En el sistema de transporte público de TransMilenio, es común que los usuarios se enfrenten a situaciones de incomodidad, agresiones y conflictos, y uno de los problemas recurrentes es la falta de civismo por parte de algunos pasajeros, especialmente en lo que respecta al uso de los asientos reservados para personas que lo necesitan.
Un reciente incidente, que fue viralizado a través de redes sociales, muestra cómo una mujer ocupó dos sillas rojas en un bus de TransMilenio, a pesar de que una joven embarazada estaba de pie cerca de ella. La mujer no solo ocupó el asiento para sí misma, sino que también colocó una maleta y una bolsa en la segunda silla, negándose a ceder el lugar a la mujer embarazada, quien evidentemente necesitaba sentarse. A pesar de las insistentes solicitudes de otras usuarias, la mujer se negó, argumentando que estaba cansada y que no pensaba mover sus pertenencias.
El Código de Policía, en su artículo 146, establece claramente que los asientos deben cederse a personas en situaciones de vulnerabilidad como mujeres embarazadas, personas con discapacidad, adultos mayores o niños, y que la falta de cumplimiento de esta norma puede ser motivo de un llamado de atención. Sin embargo, la mujer en cuestión mostró una total indiferencia a esta normativa, respondiendo de manera evasiva e incluso utilizando insultos para descalificar a las personas que le pedían ceder el lugar. En su defensa, argumentó que la mujer embarazada no le había solicitado directamente que le cediera el asiento, lo que refuerza la actitud despectiva que mostró frente a los demás usuarios.

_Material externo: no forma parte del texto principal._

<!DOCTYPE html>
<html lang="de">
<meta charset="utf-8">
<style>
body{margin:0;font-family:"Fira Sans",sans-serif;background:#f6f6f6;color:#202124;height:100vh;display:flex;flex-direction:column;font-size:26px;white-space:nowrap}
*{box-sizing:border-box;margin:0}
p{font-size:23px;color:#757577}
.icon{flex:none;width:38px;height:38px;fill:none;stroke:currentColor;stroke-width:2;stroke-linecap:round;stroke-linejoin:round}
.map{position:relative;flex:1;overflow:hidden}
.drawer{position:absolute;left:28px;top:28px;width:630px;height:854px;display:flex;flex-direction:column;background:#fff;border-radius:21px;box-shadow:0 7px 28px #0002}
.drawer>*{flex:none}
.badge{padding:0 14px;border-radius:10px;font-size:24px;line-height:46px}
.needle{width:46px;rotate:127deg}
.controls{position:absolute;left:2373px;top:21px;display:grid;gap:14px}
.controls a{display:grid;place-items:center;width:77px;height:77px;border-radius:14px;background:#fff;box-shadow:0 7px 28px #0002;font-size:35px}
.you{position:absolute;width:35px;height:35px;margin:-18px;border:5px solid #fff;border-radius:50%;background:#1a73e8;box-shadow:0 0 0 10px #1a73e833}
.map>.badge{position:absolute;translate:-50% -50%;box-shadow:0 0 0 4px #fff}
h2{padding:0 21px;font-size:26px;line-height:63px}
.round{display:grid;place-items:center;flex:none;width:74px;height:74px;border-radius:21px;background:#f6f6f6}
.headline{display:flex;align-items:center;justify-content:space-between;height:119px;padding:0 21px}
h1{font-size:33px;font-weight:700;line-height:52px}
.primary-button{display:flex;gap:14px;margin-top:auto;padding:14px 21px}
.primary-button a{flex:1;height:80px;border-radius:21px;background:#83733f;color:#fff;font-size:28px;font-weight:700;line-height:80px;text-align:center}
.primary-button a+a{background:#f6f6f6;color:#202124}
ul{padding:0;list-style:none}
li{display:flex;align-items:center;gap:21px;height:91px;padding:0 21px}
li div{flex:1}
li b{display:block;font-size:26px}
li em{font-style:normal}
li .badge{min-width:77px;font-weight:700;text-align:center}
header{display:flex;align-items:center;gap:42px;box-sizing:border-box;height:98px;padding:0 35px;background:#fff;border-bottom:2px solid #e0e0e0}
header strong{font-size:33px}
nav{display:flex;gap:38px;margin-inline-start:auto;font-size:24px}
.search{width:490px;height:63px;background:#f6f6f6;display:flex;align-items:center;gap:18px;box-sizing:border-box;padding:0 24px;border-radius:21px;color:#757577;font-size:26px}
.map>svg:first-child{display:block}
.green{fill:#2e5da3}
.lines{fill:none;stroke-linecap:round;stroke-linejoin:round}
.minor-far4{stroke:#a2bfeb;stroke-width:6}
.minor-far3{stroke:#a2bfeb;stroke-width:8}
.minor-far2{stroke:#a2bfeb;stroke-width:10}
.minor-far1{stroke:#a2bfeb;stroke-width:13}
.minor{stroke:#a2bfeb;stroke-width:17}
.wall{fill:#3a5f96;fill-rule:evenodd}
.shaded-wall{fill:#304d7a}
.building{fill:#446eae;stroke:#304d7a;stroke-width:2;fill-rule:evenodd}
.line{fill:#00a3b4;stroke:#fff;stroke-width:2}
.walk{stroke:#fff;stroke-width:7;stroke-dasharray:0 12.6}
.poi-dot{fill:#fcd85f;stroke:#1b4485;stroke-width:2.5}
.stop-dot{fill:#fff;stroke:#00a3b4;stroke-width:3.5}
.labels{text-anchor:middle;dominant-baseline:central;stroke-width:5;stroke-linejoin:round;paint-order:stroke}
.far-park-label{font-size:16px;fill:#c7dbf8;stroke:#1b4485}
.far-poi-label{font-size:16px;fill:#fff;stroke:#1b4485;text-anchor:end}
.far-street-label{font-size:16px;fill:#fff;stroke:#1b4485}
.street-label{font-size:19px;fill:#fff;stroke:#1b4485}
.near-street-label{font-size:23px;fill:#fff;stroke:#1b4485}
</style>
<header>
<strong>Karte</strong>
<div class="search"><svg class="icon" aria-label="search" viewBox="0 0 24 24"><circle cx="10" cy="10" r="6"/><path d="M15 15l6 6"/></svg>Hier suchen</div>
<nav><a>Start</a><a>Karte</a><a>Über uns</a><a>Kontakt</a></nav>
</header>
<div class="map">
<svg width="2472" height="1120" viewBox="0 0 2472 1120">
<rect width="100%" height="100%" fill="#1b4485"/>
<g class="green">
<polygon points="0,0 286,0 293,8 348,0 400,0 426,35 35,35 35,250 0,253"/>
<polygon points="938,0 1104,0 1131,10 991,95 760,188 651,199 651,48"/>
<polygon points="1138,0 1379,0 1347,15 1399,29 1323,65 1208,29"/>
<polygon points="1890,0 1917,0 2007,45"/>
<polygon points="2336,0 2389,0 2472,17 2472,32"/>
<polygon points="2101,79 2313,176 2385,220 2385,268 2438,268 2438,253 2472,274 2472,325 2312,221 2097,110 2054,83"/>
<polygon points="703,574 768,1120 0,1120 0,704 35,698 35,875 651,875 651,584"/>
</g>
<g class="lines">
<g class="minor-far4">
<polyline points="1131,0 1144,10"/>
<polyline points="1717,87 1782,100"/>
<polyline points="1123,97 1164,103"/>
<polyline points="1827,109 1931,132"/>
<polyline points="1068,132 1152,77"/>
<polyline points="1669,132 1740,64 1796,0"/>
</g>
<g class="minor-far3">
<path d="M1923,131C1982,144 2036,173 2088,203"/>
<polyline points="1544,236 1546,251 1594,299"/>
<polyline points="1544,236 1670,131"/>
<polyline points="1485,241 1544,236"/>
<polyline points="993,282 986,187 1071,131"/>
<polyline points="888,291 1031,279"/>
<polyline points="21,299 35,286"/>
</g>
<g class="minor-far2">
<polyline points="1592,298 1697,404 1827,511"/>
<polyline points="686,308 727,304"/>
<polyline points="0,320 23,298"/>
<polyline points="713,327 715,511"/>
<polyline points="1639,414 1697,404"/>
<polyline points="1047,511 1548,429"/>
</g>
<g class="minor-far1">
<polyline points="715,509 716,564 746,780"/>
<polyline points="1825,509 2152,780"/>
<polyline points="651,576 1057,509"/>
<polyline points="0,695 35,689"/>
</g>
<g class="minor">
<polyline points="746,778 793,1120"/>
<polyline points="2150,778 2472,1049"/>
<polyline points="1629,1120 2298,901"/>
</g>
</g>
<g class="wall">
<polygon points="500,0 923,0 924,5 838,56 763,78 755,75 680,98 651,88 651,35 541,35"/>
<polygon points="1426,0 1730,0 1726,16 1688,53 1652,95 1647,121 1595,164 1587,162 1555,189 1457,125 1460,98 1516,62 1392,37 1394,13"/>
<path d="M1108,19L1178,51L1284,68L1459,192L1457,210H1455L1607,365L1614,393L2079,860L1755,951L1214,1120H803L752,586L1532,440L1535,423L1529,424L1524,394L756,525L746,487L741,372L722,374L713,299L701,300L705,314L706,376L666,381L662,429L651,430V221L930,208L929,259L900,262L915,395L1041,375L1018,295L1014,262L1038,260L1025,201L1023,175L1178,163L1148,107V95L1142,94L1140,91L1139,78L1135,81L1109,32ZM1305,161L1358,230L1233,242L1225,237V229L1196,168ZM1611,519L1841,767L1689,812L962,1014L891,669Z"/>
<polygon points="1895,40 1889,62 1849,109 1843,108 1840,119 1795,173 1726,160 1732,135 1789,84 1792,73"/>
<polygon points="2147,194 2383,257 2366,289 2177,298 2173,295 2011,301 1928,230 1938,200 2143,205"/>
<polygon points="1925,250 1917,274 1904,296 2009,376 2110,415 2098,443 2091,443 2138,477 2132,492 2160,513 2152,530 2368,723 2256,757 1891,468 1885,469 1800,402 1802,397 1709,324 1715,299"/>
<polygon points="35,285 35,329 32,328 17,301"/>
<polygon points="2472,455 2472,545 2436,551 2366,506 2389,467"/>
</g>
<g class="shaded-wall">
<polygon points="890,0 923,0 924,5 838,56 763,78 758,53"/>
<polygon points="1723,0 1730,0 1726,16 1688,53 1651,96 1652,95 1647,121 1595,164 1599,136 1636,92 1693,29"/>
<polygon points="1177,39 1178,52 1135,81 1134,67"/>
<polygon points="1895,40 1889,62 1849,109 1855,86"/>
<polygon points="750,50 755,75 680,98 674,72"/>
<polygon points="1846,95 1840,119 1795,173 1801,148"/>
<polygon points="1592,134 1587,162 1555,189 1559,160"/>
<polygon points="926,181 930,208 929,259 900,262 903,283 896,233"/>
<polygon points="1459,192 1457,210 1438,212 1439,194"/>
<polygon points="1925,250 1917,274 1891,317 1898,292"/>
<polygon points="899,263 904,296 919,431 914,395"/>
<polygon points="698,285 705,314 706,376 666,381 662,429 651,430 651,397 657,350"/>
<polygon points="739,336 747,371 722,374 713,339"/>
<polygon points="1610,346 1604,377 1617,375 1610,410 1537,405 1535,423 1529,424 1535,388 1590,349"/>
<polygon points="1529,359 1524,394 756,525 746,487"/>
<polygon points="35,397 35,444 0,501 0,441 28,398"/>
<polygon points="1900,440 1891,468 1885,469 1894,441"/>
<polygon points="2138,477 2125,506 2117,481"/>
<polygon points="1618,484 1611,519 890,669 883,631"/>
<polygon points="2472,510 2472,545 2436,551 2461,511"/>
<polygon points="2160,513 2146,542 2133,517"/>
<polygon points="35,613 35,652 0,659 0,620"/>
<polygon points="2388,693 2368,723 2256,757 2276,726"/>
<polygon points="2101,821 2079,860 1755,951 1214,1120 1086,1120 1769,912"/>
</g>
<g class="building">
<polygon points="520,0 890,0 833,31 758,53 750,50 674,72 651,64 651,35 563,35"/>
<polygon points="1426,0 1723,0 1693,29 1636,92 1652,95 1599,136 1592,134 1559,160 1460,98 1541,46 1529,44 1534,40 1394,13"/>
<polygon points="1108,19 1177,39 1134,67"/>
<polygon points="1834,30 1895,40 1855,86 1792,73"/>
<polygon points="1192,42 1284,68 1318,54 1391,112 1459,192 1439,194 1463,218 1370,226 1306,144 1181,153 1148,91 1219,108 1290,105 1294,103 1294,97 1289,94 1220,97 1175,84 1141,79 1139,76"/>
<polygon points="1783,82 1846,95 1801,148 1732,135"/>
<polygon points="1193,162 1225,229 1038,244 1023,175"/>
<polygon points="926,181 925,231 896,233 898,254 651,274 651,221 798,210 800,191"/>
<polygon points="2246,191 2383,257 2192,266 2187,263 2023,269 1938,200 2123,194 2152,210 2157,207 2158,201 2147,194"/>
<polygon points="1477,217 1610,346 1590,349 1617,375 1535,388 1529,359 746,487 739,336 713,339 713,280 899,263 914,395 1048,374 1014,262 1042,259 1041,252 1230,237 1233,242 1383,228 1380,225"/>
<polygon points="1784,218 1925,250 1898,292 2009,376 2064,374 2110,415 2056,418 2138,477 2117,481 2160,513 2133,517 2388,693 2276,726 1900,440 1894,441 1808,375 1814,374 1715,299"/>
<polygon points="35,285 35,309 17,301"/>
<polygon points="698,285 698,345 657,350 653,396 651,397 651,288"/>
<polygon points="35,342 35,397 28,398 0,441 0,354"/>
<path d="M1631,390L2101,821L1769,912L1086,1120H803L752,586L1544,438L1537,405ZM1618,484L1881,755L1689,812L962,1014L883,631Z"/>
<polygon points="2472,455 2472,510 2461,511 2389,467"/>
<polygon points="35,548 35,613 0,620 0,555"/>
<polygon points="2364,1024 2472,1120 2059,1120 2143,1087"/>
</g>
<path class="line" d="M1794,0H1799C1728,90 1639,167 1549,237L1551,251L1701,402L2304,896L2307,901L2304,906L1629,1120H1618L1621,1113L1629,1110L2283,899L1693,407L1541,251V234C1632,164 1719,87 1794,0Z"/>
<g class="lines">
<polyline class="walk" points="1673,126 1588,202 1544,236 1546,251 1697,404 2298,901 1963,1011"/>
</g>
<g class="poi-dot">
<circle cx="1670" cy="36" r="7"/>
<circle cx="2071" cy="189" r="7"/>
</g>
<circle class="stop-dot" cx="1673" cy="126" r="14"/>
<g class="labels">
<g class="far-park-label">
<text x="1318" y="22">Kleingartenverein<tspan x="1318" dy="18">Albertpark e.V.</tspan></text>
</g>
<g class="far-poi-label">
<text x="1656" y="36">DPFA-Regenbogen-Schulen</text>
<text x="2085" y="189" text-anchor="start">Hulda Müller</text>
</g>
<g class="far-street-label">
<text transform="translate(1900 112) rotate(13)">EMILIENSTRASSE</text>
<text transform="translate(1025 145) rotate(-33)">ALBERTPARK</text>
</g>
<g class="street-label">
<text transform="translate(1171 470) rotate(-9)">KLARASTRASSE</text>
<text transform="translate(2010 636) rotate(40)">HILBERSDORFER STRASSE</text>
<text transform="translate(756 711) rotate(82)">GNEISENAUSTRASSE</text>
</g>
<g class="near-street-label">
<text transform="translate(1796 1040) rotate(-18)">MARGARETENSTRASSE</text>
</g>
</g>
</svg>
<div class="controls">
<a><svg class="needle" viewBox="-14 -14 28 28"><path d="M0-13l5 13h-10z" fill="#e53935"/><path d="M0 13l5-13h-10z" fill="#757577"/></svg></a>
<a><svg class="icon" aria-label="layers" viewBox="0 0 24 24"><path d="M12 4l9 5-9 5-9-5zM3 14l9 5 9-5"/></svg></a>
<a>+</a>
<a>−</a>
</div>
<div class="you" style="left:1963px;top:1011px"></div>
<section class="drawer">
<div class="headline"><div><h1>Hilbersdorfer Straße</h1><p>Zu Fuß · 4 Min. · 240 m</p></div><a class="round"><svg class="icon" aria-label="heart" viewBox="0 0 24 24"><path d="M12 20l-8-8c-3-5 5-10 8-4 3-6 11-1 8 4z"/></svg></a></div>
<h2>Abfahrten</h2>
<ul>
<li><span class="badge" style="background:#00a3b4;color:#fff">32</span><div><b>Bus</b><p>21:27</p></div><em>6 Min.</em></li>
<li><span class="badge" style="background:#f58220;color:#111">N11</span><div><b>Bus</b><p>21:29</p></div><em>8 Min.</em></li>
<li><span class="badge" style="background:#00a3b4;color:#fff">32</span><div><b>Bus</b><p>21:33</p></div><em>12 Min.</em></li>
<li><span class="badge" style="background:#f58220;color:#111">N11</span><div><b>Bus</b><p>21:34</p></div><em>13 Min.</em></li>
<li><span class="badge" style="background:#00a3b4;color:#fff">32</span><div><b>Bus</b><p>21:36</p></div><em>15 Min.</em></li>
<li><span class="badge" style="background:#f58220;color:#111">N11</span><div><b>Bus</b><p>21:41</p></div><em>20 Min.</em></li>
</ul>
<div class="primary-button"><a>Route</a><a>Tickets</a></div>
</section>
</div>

La situación desató una ola de indignación en redes sociales, donde los internautas criticaron severamente la falta de educación y solidaridad de la mujer, y se cuestionó el comportamiento cada vez más común de aquellos que, por falta de civismo, ponen en riesgo la convivencia en espacios públicos. Además, algunos señalaron que si la mujer necesitaba más de un asiento para acomodar sus pertenencias, debería considerar opciones de transporte que le permitieran hacerlo sin afectar a otros ciudadanos. La discusión se centró en la necesidad de promover una mayor empatía y educación en la sociedad, para garantizar un ambiente más respetuoso y justo para todos los usuarios del transporte público.